Bank stocks have recently had a huge run-up on a burst of new loans and economic bullishness that has steepened the yield curve. But if the post-covid world will look anything like the pre-covid world, the yield curve may be challenged.
Citizens Financial CEO Bruce Van Saun told TheStreet how banks intend to mitigate the headwind and keep the business growing.
While the S&P 500 has risen about 40% from its March 23 bear market low, the Invesco KBW Bank ETF (KBWB) - Get Report, which is roughly 70% weighted towards regional banks, has risen 50%. $1 trillion of new corporate debt was issued in May as the Fed stimulus flowed through the system, compared to $975 billion in all of 2019.

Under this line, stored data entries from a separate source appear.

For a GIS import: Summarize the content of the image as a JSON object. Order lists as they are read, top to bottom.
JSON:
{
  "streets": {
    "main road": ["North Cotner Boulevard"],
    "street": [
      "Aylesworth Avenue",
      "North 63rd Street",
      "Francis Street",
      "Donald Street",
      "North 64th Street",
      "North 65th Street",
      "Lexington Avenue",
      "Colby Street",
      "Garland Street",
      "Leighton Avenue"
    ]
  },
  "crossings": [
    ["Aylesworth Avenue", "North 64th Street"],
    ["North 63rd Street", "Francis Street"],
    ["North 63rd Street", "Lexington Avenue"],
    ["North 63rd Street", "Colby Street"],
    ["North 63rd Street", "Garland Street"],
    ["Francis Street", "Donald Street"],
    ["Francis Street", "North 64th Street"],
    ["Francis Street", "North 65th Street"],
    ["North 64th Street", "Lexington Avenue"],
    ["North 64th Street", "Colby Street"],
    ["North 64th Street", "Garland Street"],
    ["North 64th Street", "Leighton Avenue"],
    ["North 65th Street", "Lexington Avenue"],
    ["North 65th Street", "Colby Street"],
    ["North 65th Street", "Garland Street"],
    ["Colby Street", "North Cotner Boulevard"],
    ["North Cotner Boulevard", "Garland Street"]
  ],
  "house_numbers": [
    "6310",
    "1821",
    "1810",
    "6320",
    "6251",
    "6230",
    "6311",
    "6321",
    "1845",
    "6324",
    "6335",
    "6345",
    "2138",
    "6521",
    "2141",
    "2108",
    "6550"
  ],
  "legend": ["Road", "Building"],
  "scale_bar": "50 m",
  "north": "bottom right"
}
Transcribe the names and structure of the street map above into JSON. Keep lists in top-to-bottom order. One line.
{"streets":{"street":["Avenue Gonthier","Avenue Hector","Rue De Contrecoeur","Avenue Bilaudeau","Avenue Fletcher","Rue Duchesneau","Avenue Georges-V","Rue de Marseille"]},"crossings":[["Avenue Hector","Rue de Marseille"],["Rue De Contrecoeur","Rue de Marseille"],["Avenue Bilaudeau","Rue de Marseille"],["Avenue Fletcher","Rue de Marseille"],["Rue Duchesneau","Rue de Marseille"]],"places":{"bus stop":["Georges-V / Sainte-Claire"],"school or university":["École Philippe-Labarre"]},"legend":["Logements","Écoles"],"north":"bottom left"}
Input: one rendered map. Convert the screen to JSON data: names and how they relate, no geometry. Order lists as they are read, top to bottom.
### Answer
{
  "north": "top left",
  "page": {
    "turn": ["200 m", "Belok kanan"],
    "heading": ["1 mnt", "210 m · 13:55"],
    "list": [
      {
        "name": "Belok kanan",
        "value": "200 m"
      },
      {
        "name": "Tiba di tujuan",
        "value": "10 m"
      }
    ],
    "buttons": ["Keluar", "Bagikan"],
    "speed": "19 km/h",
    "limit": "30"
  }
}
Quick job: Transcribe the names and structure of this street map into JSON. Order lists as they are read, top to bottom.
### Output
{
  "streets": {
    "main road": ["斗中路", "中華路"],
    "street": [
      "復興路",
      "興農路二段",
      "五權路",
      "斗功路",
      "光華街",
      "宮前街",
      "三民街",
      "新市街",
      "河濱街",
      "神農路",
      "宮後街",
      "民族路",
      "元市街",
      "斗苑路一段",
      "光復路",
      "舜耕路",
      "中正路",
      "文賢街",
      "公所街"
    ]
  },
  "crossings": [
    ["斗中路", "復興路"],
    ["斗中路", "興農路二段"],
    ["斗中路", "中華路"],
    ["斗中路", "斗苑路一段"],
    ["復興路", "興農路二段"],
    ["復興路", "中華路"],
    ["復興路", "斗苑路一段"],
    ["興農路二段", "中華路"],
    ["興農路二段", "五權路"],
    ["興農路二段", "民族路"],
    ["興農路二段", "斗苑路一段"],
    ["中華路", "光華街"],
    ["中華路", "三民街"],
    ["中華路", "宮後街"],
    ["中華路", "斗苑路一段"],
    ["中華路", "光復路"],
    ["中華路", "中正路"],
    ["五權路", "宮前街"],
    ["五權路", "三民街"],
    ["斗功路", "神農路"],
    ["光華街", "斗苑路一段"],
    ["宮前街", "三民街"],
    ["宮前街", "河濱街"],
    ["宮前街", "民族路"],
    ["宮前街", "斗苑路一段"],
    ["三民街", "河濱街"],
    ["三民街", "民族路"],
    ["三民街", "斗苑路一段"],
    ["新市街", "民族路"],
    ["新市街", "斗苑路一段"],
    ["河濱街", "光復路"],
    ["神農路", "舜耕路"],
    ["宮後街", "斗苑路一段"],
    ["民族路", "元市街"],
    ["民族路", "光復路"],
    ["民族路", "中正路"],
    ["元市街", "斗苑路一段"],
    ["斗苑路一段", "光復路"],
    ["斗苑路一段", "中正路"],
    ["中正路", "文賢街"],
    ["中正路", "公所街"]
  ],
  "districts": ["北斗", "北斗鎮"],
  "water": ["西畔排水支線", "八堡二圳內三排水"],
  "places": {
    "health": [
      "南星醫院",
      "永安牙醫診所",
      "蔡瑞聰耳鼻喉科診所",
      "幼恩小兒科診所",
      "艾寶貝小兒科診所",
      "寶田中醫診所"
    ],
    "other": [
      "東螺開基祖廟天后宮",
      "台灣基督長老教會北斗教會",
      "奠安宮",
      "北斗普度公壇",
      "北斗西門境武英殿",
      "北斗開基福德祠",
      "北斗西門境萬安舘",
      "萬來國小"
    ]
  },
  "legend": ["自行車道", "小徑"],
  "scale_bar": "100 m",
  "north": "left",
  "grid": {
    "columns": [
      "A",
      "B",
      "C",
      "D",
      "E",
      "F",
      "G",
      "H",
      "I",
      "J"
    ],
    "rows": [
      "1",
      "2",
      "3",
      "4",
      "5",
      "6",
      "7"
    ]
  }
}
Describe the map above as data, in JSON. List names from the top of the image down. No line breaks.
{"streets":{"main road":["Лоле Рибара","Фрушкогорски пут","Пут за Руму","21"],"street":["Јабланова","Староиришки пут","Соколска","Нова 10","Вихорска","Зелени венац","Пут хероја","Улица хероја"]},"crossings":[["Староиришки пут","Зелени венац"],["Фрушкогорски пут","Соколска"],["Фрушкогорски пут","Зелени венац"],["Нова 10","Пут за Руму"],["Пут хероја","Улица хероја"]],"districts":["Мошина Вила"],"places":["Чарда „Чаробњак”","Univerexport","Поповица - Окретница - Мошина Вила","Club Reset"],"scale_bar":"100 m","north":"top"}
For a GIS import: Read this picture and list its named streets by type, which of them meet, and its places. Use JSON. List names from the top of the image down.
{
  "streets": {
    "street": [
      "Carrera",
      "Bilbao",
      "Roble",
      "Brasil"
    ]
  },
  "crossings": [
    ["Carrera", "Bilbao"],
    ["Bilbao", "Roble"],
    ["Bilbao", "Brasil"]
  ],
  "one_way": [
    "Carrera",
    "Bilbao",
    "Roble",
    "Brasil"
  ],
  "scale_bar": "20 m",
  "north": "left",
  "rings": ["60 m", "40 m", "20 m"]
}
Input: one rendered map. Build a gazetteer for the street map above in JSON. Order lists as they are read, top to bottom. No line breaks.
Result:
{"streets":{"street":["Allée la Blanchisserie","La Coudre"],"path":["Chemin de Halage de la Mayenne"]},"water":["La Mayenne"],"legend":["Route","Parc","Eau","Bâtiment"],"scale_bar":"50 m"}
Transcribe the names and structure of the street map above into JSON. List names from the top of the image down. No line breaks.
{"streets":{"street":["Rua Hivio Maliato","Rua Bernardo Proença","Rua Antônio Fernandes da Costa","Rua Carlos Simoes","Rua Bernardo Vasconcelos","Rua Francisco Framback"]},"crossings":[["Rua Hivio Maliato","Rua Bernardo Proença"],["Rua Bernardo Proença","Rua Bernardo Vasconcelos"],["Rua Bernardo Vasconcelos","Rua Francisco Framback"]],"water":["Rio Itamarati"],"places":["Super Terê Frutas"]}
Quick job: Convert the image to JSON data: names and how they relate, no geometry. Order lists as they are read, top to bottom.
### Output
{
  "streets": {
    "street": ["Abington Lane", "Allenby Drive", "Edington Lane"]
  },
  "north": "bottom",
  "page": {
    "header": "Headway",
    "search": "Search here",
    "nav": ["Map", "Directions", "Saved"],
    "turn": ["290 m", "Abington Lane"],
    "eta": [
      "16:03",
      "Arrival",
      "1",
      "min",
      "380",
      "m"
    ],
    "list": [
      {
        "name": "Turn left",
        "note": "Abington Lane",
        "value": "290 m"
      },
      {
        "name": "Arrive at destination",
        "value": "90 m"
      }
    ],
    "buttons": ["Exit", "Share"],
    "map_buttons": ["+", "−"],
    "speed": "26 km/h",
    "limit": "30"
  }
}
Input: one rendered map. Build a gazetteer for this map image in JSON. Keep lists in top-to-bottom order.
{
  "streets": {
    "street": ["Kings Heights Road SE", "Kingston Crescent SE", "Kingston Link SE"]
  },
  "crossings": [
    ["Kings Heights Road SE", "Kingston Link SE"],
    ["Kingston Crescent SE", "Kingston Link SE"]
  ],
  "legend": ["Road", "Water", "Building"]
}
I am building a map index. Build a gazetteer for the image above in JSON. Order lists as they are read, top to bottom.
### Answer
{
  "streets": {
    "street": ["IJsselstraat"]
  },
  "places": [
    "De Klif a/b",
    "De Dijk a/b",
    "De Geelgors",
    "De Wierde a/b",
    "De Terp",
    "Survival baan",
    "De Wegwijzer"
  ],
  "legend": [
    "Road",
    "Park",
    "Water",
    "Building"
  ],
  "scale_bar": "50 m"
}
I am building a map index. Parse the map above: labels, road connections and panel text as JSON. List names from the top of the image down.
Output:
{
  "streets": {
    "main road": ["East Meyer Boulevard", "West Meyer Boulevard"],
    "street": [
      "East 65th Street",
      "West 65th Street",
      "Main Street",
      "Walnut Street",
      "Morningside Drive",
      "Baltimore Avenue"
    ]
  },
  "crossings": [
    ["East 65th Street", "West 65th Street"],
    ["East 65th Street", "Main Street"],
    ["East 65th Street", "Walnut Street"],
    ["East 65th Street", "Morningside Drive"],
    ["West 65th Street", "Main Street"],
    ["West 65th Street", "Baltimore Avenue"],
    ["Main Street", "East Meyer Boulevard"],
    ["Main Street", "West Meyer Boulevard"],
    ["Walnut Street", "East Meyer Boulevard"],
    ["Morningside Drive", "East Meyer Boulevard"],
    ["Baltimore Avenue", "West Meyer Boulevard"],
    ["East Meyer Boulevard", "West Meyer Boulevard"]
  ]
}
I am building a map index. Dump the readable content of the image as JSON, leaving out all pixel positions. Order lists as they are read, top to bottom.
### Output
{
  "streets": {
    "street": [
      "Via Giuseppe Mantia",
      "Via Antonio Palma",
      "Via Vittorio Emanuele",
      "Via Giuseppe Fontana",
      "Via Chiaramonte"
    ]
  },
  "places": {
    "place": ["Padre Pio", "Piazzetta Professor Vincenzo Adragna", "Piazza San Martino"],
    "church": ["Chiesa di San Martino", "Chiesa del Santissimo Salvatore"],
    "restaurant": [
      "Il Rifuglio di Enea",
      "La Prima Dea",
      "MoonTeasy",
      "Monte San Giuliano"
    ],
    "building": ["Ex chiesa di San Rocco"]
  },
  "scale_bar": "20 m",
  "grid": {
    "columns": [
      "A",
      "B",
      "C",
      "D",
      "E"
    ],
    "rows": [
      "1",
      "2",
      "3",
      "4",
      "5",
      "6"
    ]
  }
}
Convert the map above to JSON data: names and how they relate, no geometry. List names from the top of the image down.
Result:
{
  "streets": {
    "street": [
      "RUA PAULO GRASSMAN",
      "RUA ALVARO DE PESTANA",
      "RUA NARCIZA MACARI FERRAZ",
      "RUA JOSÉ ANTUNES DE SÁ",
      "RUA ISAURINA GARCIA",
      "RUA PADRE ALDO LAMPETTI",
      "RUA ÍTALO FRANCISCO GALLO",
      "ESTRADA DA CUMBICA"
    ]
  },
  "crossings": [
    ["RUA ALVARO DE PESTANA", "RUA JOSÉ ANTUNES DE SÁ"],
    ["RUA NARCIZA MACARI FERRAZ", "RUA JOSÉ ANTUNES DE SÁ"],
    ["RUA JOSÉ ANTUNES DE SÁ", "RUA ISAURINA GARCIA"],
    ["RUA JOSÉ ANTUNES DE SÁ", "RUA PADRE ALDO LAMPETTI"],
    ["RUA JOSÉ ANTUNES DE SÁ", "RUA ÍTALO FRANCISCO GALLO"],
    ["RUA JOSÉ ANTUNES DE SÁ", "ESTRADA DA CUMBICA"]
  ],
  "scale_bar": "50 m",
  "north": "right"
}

And the yield curve between the 2-year and 10-year treasuries has expanded to above 60 basis points from below 45 in April, as investors price in a fast economic recovery. Citizens Financial is up 75% since March 23.
But the yield curve is currently far flatter than it usually is in a healthy economic environment. A minimal spread between short-term borrowing costs and long-term lending rates compresses banks' profit margins, forcing banks to rely on other businesses to growth earnings.
And that's just what Citizens, and possibly other banks, are doing.
"The key to me has been to build up our fee-based businesses so we're not just reliant on lending," Van Saun told TheStreet. "We lend and we have relationships, but then we want to deepen the relationship and do as much as we can for the customer. Over time, we've been investing in a suite of capabilities on the commercial banking side."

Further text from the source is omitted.